Matt Rady reports on mid-pandemic research on retiree reactions to the investment climate. They are experiencing doubt about how long their money will last and their ability to withstand further losses. On a related theme, Max Pacella looks at intergenerational wealth transfers, especially as the Baby Boomers age and pass money to people with different spending and investing habits.
Many retirees expected to rely on bank dividends to compensate for negligible rates on cash and term deposits, and the surprise cancellation or reduction in dividends in 2020 was a shock. Hugh Dive checks the recent bank results and their potential to restore profits and dividends. Who will win in 2021?
While more investors are looking to bonds and bond funds for the defensive allocation in their portfolio, some of the terms are still confusing. I dislike references to running yield because it ignores the capital loss when a bond is purchased at a premium. Nathan Boon goes back to basics including four tips on the outlook.
In the week when the ASX has been plagued by service disruptions which also affected its competitor, Chi-X, Ash Hart expains the value of real-time data and how Application Programming Interfaces (APIs) have become crucial to our investing, and what is required in a good software interaction.

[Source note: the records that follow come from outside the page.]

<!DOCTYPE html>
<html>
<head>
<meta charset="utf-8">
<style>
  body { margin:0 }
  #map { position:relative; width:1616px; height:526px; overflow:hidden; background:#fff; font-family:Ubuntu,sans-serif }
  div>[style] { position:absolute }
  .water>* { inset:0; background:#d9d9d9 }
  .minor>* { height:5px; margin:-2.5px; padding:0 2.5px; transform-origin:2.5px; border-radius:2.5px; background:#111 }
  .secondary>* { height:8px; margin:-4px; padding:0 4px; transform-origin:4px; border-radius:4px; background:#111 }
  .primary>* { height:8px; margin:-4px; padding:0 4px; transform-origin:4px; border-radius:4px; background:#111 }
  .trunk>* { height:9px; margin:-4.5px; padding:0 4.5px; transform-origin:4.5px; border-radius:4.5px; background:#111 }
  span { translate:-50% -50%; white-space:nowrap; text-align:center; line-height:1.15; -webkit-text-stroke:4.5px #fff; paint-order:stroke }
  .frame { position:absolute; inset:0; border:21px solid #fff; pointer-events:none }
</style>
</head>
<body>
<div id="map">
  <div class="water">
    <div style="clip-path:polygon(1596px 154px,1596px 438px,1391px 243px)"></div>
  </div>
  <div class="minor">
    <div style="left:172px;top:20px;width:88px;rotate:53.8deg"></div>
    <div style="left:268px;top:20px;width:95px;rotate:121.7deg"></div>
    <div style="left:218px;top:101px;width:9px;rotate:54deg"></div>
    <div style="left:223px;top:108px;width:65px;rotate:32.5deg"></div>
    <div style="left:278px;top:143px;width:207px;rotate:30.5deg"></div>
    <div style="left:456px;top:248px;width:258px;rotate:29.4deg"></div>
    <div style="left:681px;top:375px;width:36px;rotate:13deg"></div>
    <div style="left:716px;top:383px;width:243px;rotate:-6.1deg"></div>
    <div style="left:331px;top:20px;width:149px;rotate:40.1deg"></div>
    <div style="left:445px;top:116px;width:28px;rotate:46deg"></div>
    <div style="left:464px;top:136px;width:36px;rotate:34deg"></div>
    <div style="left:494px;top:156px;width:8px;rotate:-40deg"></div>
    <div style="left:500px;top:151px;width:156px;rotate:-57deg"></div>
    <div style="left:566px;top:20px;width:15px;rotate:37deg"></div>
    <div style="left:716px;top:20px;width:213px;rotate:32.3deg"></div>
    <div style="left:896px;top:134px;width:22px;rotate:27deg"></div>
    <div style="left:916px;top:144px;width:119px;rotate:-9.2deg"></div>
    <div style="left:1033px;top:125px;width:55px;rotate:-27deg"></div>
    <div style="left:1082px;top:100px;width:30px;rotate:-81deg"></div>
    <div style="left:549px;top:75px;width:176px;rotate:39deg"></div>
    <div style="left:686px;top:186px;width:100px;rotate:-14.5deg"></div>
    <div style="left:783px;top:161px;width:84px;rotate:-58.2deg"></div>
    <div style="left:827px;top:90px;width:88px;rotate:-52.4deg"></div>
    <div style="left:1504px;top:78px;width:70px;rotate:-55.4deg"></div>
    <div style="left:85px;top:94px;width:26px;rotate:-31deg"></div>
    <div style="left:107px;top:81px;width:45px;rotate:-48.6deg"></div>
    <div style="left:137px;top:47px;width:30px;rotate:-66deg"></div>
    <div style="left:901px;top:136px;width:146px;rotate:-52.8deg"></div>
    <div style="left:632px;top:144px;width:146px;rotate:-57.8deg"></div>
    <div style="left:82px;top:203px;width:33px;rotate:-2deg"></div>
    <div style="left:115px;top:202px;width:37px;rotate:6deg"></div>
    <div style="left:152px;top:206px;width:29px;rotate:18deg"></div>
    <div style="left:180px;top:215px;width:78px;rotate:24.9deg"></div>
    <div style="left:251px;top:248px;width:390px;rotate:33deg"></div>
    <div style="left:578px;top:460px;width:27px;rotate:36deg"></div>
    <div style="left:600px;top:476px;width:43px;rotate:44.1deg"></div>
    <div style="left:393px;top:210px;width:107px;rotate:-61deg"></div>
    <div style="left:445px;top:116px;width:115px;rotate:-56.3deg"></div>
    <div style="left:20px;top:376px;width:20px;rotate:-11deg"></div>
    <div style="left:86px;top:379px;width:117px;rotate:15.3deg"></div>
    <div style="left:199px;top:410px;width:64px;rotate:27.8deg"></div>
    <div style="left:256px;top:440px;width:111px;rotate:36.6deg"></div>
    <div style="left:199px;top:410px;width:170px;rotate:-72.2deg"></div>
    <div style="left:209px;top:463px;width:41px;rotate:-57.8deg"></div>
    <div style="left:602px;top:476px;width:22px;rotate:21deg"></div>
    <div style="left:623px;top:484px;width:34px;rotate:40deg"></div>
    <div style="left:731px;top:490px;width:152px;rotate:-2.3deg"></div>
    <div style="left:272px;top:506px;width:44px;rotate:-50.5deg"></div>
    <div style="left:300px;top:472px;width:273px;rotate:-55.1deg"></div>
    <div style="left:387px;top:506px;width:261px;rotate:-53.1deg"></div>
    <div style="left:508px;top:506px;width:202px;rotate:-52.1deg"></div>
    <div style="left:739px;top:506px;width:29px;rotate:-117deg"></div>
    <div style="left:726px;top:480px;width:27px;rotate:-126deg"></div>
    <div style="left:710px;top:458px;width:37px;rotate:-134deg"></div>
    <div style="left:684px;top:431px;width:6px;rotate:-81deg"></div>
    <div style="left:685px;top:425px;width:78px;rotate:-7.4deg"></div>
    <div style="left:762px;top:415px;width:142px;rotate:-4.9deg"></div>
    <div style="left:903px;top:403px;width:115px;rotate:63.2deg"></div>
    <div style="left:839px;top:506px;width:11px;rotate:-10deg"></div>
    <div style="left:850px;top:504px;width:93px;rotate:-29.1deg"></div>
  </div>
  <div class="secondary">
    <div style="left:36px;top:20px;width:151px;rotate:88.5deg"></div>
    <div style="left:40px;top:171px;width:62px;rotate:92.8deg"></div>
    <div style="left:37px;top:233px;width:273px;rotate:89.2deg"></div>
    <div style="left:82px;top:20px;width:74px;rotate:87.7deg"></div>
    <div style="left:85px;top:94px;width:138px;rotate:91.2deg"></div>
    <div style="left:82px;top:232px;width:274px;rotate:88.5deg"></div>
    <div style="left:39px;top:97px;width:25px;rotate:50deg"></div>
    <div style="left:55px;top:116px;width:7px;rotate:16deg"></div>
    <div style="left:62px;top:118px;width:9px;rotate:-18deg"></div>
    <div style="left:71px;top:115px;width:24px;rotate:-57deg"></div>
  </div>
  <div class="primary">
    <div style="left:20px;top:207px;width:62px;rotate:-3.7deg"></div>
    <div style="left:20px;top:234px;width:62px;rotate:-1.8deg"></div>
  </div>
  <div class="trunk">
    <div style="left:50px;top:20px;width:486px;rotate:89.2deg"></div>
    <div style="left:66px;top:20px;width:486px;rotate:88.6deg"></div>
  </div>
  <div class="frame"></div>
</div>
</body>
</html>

This week's White Paper from Shane Oliver of AMP Capital gives five reasons why Australian shares are likely to outperform in the next year. Most Australian feel lucky to live here during the pandemic, and Shane suggests it also a good place to invest.
According the The Australian today, the Government will release the Retirement Income Review tomorrow. The article claims the Review warns:
* tax concessions for superannuation will exceed the cost of the age pension by 2050
* increasing the super guarantee to 12% by 2025 would widen the equity gap between genders
* wage earners and women would pay for the increase from the current 9.5%.
The Government is not expected to respond at this stage. The newspaper also says there will be a delay on the decision to increase SG to 10% until the May 2021 Budget.